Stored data

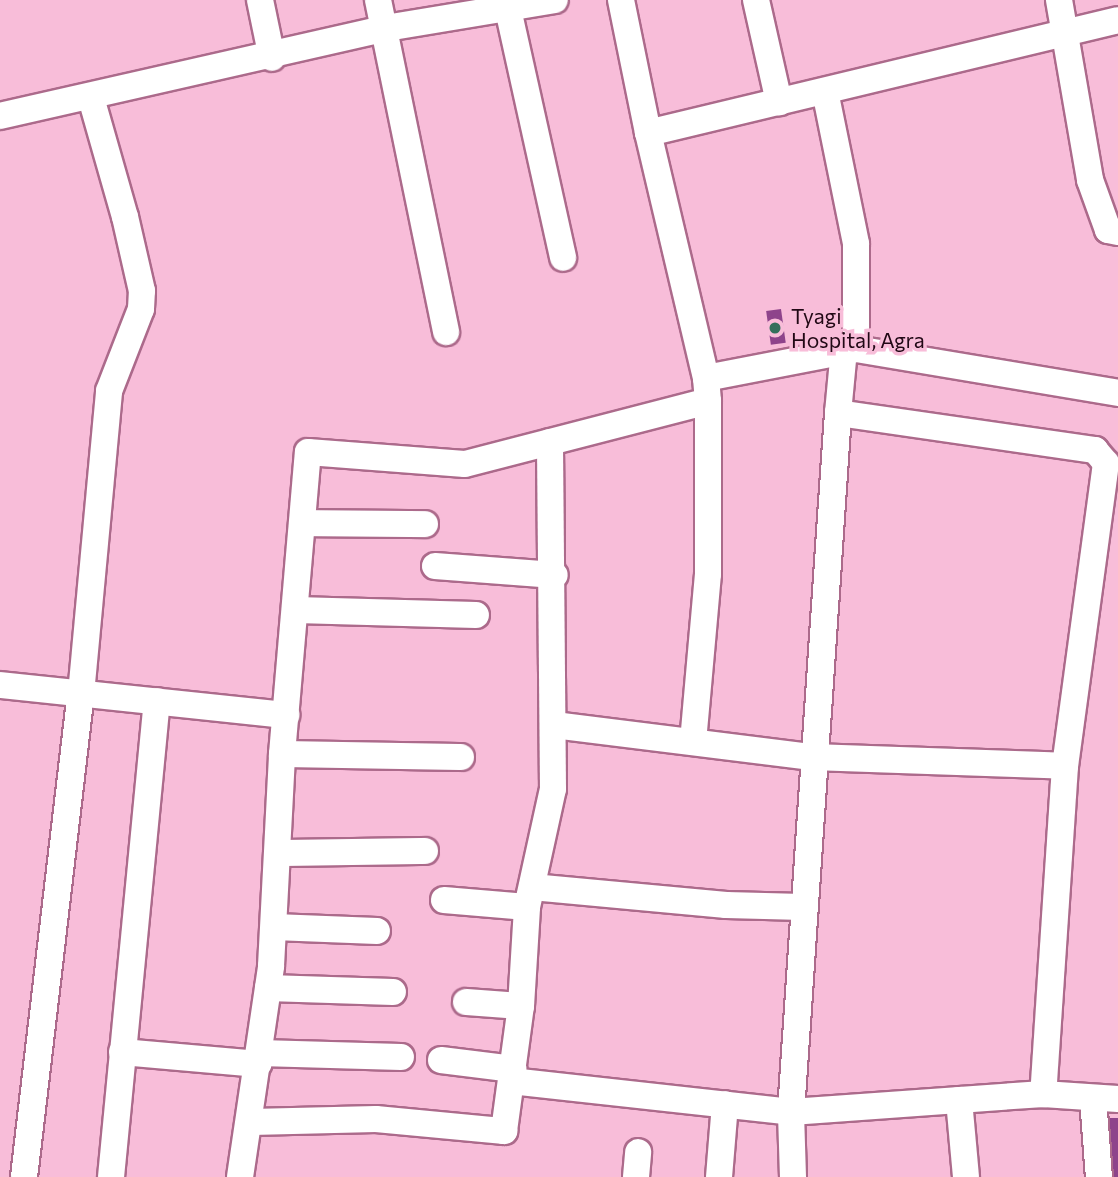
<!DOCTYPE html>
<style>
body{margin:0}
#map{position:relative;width:1118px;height:1177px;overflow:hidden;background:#f8bdd9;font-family:Commissioner,sans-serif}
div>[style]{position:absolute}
.building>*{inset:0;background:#8e448b;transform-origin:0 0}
.roads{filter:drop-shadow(2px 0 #ac6a8b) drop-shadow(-2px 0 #ac6a8b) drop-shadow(0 2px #ac6a8b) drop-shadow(0 -2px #ac6a8b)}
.street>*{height:26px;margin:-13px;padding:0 13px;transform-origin:13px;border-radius:13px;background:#fff}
.dots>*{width:19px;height:19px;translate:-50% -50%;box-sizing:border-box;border:4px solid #f8bdd9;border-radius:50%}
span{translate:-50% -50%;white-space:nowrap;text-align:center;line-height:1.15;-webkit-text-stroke:7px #f8bdd9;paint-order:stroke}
.poi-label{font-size:21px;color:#210815}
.left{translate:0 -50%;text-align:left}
</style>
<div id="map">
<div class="building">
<div style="left:781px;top:309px;width:34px;height:15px;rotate:82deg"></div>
<div style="clip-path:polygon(1100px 1118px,1118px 1118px,1118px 1177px,1108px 1177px)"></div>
</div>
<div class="roads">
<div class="street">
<div style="left:260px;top:0;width:59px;rotate:78.3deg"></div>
<div style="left:378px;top:0;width:339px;rotate:78.4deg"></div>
<div style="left:506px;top:0;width:264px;rotate:77.5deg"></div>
<div style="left:621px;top:0;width:136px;rotate:78.5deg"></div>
<div style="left:648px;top:133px;width:483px;rotate:-13.5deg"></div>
<div style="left:756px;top:0;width:105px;rotate:77.3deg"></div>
<div style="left:1059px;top:0;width:183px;rotate:80.2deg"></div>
<div style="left:1090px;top:180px;width:53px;rotate:70.2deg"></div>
<div style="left:1108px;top:230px;width:10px;rotate:11deg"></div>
<div style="left:825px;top:91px;width:156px;rotate:78.5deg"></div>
<div style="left:856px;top:244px;width:105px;rotate:90deg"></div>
<div style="left:0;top:116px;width:396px;rotate:-12.8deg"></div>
<div style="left:386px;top:28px;width:171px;rotate:-9.4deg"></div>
<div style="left:706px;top:378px;width:153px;rotate:-10.9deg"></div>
<div style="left:856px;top:349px;width:266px;rotate:9.5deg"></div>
<div style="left:838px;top:413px;width:64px;rotate:-84.6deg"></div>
<div style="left:305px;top:523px;width:120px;rotate:0.5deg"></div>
<div style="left:435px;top:566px;width:120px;rotate:4.3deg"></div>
<div style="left:296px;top:610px;width:180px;rotate:1.6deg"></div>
<div style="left:0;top:685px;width:288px;rotate:6deg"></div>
<div style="left:554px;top:725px;width:260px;rotate:7.1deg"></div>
<div style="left:812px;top:757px;width:253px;rotate:2deg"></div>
<div style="left:693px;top:742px;width:169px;rotate:-84.9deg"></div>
<div style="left:708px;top:574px;width:173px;rotate:-90deg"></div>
<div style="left:282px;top:754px;width:179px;rotate:1deg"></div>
<div style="left:279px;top:853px;width:146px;rotate:-0.8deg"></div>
<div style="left:532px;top:887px;width:195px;rotate:5.3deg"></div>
<div style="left:726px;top:905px;width:77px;rotate:1.5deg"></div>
<div style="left:444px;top:900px;width:83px;rotate:4.8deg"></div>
<div style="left:274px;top:927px;width:103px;rotate:2.2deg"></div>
<div style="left:268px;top:988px;width:125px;rotate:1.8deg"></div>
<div style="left:466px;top:1002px;width:55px;rotate:4.2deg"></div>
<div style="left:122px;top:1052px;width:137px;rotate:5deg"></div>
<div style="left:260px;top:1053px;width:141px;rotate:1.6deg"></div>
<div style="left:441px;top:1060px;width:73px;rotate:7.1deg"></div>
<div style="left:511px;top:1081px;width:282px;rotate:6.3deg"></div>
<div style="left:791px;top:1112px;width:253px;rotate:-4.1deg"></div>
<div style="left:1043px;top:1094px;width:75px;rotate:3.8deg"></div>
<div style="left:1093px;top:1098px;width:79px;rotate:85.7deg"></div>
<div style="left:959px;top:1100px;width:77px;rotate:84.8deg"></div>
<div style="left:251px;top:1122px;width:125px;rotate:-1.4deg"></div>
<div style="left:376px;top:1119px;width:129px;rotate:5.4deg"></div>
<div style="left:504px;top:1131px;width:126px;rotate:-82.3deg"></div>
<div style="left:521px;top:1006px;width:99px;rotate:-86.5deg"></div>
<div style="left:527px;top:907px;width:121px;rotate:-77.6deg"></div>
<div style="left:553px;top:789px;width:347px;rotate:-90.5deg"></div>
<div style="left:24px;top:1177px;width:486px;rotate:-83.3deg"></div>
<div style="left:81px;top:694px;width:304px;rotate:-84.7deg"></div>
<div style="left:109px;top:391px;width:88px;rotate:-68.7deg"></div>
<div style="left:141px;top:309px;width:18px;rotate:-87deg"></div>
<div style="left:142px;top:291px;width:76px;rotate:-102.9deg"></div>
<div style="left:125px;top:217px;width:124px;rotate:-105.9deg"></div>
<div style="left:111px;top:1177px;width:478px;rotate:-84.5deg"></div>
<div style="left:240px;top:1177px;width:213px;rotate:-81.6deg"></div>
<div style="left:271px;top:966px;width:212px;rotate:-87deg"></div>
<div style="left:282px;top:754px;width:303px;rotate:-85.1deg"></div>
<div style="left:308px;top:452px;width:157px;rotate:4.4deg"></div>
<div style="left:465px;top:464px;width:251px;rotate:-14.5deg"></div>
<div style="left:708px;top:401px;width:23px;rotate:-95deg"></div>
<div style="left:706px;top:378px;width:252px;rotate:-103.3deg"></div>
<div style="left:636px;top:1177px;width:25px;rotate:-85deg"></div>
<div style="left:719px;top:1177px;width:73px;rotate:-85.3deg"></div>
<div style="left:793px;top:1177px;width:65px;rotate:-91.8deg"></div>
<div style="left:791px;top:1112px;width:701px;rotate:-86.15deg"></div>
<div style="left:838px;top:413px;width:260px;rotate:8.2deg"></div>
<div style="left:1095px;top:450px;width:17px;rotate:50deg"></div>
<div style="left:1106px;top:463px;width:306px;rotate:97.7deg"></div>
<div style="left:1065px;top:766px;width:329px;rotate:93.8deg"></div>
</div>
</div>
<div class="dots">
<div style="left:775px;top:328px;background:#33705c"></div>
</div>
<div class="poi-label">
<span class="left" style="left:791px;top:328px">Tyagi<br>Hospital, Agra</span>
</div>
</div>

▶ _WHAT IS BEING ASKED_
What you give back must match the lines from the start of the records through the line that contains "0 #ac6a8b) drop-shadow(-2px", exactly, with the pictures left out.

▶ _SOLUTION TO THE PROBLEM_
<!DOCTYPE html>
<style>
body{margin:0}
#map{position:relative;width:1118px;height:1177px;overflow:hidden;background:#f8bdd9;font-family:Commissioner,sans-serif}
div>[style]{position:absolute}
.building>*{inset:0;background:#8e448b;transform-origin:0 0}
.roads{filter:drop-shadow(2px 0 #ac6a8b) drop-shadow(-2px 0 #ac6a8b) drop-shadow(0 2px #ac6a8b) drop-shadow(0 -2px #ac6a8b)}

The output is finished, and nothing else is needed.